=== EXTRACTED RECORDS ===
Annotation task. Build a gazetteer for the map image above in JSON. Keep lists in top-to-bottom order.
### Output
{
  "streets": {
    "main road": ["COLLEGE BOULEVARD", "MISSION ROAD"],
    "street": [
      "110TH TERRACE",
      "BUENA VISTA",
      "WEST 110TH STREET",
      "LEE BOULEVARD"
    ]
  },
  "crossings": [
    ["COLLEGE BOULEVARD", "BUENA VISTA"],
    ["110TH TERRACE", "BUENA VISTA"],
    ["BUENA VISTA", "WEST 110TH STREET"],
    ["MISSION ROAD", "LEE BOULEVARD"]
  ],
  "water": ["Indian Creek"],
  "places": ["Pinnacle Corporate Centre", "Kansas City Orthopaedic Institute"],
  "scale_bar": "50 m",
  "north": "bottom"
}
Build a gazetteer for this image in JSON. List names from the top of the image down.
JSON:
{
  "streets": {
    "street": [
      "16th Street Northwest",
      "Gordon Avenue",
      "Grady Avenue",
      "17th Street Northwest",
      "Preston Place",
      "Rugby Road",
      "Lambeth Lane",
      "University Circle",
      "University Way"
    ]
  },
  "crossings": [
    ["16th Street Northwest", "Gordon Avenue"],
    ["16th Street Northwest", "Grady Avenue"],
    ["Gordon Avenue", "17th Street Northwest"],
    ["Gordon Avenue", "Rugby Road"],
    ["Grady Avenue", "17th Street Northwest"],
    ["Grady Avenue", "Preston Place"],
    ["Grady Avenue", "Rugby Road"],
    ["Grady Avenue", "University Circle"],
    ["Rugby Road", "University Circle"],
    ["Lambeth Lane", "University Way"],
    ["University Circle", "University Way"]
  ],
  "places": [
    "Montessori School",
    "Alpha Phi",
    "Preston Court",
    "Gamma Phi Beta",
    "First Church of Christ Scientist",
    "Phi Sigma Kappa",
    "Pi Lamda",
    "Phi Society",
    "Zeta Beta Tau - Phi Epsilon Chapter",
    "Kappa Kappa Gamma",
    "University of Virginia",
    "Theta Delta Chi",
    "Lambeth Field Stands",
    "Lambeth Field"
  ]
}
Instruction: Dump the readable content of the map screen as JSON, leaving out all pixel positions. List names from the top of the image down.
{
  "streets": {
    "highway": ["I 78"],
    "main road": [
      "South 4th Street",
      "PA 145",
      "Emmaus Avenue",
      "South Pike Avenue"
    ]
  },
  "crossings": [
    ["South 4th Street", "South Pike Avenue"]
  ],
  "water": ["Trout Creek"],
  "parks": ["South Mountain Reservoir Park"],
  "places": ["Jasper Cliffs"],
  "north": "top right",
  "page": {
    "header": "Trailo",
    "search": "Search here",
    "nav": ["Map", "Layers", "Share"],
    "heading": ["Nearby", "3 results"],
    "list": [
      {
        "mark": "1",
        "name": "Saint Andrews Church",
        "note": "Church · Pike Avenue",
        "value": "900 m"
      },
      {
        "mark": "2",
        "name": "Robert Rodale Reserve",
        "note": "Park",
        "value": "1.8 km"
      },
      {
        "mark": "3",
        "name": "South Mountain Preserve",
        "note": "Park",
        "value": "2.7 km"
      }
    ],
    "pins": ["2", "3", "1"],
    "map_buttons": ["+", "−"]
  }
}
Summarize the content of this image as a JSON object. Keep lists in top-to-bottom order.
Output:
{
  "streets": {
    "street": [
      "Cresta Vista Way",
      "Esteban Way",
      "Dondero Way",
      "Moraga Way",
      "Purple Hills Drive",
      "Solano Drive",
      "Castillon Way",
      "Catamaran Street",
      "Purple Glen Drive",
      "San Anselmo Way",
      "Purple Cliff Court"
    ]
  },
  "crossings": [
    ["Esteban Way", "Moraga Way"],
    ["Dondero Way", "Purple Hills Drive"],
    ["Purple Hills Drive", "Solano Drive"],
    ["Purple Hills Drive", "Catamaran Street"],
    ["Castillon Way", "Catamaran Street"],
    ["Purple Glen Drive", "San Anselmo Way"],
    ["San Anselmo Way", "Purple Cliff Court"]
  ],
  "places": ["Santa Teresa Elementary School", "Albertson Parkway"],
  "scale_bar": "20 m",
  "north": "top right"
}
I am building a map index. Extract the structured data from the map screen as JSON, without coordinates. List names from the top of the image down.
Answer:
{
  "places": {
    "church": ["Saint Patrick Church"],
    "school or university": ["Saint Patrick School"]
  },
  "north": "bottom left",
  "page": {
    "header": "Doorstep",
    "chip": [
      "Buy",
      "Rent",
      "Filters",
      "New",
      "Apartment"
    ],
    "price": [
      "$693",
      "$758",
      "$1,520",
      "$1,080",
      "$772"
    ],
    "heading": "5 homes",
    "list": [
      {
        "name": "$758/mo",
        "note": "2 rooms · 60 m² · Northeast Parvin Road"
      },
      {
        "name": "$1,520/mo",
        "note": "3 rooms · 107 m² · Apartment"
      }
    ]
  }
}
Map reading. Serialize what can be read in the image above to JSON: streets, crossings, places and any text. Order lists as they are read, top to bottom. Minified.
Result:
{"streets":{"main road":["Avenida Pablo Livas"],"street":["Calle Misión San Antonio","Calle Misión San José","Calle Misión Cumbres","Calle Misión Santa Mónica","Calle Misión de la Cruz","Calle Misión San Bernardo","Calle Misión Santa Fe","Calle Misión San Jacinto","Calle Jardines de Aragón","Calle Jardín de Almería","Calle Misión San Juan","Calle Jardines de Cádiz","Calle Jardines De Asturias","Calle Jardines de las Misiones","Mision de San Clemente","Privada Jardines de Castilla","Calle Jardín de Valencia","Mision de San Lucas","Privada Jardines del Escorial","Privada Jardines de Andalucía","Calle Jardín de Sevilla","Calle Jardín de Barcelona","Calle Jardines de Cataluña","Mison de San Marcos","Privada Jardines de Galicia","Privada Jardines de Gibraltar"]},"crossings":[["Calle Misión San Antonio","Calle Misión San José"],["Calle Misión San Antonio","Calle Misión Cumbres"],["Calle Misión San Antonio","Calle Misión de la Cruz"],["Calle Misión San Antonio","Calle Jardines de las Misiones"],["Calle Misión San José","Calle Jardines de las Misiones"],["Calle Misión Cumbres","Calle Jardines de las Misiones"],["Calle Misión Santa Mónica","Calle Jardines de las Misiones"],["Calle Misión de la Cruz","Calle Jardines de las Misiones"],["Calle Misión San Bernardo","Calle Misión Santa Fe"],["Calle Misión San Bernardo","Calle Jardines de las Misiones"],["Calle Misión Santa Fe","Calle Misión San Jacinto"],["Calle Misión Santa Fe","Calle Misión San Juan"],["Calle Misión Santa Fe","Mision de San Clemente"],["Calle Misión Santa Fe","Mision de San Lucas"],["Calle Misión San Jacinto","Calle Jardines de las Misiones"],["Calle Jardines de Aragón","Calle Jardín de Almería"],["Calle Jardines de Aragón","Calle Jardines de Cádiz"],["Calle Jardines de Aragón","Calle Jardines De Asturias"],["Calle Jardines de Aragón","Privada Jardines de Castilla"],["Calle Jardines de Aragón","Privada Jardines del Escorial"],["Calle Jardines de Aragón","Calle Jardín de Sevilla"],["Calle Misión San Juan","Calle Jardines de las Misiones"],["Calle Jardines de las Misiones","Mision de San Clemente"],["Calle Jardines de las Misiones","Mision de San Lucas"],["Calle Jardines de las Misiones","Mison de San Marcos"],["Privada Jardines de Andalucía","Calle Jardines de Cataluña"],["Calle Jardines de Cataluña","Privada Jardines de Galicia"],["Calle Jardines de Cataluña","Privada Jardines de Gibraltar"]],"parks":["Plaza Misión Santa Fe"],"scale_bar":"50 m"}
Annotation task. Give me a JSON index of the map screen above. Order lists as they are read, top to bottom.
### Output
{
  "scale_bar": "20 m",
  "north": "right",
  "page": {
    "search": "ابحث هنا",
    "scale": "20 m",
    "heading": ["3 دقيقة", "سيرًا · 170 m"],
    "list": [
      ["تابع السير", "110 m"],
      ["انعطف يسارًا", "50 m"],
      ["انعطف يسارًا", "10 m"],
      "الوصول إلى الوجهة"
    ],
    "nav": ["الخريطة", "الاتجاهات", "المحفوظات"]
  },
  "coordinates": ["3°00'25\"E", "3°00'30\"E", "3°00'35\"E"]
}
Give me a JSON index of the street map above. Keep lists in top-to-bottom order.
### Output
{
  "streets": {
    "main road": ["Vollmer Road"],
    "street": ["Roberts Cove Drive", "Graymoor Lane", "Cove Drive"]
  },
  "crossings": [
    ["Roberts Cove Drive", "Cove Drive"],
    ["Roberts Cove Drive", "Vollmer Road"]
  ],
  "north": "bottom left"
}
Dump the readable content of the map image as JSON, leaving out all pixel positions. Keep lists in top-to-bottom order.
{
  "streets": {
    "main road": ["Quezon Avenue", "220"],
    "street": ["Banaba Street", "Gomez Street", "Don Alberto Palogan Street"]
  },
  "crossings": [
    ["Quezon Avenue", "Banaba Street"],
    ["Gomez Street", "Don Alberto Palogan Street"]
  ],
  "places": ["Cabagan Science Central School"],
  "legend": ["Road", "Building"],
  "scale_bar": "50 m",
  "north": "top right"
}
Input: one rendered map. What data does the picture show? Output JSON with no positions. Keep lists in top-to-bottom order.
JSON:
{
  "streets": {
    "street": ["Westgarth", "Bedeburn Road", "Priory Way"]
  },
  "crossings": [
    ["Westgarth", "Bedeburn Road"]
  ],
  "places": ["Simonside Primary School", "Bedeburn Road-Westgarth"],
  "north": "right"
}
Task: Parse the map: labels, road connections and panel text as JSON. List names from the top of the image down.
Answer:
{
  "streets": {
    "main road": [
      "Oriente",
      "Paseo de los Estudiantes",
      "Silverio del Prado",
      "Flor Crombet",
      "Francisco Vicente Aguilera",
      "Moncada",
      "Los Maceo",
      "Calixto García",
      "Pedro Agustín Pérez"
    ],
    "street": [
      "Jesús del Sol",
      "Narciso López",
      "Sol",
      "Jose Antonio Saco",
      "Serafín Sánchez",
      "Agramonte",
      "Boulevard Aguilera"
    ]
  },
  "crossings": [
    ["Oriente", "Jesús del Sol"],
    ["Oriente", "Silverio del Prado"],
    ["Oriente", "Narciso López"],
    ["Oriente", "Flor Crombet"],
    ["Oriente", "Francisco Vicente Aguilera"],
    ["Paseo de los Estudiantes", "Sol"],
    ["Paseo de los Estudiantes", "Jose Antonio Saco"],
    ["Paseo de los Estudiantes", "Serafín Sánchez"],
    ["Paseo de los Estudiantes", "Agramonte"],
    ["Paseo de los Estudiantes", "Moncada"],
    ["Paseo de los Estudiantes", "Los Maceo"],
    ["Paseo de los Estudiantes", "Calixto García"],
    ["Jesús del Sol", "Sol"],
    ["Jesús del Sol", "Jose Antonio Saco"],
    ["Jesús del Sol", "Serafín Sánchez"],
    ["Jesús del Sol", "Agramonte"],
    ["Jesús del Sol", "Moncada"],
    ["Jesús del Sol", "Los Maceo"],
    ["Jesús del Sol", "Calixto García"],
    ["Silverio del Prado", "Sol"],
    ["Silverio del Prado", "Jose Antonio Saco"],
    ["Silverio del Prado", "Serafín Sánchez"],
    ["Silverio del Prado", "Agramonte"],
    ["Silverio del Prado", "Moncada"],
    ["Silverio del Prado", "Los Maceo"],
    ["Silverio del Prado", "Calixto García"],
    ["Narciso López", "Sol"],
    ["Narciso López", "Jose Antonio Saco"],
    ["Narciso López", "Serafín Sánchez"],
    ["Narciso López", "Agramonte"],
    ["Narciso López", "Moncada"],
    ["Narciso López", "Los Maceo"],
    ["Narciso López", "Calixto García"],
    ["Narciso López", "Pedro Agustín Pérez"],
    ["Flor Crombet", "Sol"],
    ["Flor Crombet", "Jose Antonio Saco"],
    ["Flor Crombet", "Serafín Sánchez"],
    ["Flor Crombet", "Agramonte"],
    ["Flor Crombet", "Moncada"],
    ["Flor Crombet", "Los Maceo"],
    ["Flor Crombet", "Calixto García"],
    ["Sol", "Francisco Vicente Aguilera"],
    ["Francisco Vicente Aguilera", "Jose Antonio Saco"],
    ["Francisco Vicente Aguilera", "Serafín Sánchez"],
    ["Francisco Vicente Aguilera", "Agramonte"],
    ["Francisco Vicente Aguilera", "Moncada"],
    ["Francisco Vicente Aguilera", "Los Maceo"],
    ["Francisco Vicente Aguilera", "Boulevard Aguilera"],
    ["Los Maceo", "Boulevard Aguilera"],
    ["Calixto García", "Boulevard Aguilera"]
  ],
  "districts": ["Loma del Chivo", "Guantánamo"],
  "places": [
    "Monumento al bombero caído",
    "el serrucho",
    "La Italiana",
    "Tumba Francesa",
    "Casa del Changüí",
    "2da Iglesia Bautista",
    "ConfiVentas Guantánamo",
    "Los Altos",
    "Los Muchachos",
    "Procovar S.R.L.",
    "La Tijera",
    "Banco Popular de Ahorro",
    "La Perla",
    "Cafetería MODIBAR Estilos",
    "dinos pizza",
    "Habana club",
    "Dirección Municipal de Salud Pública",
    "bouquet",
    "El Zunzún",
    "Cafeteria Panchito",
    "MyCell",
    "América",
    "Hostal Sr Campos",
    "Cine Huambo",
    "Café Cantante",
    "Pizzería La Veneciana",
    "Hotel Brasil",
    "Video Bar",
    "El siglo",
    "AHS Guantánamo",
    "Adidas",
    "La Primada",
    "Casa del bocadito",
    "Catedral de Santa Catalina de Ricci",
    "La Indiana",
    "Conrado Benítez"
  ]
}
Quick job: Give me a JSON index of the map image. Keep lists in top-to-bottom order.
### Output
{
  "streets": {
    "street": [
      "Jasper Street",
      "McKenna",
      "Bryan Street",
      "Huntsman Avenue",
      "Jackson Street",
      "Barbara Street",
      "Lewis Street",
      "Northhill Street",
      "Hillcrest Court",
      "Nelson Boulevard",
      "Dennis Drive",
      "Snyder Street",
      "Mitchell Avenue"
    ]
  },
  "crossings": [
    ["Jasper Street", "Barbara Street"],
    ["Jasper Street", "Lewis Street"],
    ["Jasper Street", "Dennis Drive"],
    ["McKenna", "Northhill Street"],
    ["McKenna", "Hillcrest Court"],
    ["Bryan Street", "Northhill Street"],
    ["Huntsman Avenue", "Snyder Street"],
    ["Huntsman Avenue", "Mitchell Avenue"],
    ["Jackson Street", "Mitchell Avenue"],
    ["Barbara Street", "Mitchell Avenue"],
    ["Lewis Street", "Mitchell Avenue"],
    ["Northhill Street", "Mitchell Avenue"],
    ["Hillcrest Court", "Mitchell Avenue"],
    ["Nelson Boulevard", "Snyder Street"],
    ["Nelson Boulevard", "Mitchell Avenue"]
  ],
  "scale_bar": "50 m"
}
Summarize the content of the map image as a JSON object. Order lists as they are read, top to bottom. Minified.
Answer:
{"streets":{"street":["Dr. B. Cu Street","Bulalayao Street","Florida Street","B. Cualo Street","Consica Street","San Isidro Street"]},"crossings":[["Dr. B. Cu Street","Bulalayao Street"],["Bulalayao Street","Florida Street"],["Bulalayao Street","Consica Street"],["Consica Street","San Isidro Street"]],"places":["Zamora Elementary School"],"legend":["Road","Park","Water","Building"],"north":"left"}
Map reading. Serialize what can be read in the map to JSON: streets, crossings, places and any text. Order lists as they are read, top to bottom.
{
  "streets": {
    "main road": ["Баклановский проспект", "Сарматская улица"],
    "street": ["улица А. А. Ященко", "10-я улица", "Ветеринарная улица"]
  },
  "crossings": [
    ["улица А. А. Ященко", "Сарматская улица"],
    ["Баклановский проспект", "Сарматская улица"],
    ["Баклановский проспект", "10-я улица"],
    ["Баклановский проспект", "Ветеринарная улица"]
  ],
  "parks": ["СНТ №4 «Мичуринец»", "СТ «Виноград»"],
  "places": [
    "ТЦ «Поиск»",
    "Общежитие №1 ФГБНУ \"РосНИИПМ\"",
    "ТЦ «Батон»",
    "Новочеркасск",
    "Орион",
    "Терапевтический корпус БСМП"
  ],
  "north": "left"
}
===
> [WHAT IS REQUIRED]:
The answer is the line with "Summarize the content of the" plus every line after it to the last line of the entries above, copied exactly and with no other lines.

> [ANSWER TO THE PROBLEM]:
Summarize the content of the map image as a JSON object. Order lists as they are read, top to bottom. Minified.
Answer:
{"streets":{"street":["Dr. B. Cu Street","Bulalayao Street","Florida Street","B. Cualo Street","Consica Street","San Isidro Street"]},"crossings":[["Dr. B. Cu Street","Bulalayao Street"],["Bulalayao Street","Florida Street"],["Bulalayao Street","Consica Street"],["Consica Street","San Isidro Street"]],"places":["Zamora Elementary School"],"legend":["Road","Park","Water","Building"],"north":"left"}
Map reading. Serialize what can be read in the map to JSON: streets, crossings, places and any text. Order lists as they are read, top to bottom.
{
  "streets": {
    "main road": ["Баклановский проспект", "Сарматская улица"],
    "street": ["улица А. А. Ященко", "10-я улица", "Ветеринарная улица"]
  },
  "crossings": [
    ["улица А. А. Ященко", "Сарматская улица"],
    ["Баклановский проспект", "Сарматская улица"],
    ["Баклановский проспект", "10-я улица"],
    ["Баклановский проспект", "Ветеринарная улица"]
  ],
  "parks": ["СНТ №4 «Мичуринец»", "СТ «Виноград»"],
  "places": [
    "ТЦ «Поиск»",
    "Общежитие №1 ФГБНУ \"РосНИИПМ\"",
    "ТЦ «Батон»",
    "Новочеркасск",
    "Орион",
    "Терапевтический корпус БСМП"
  ],
  "north": "left"
}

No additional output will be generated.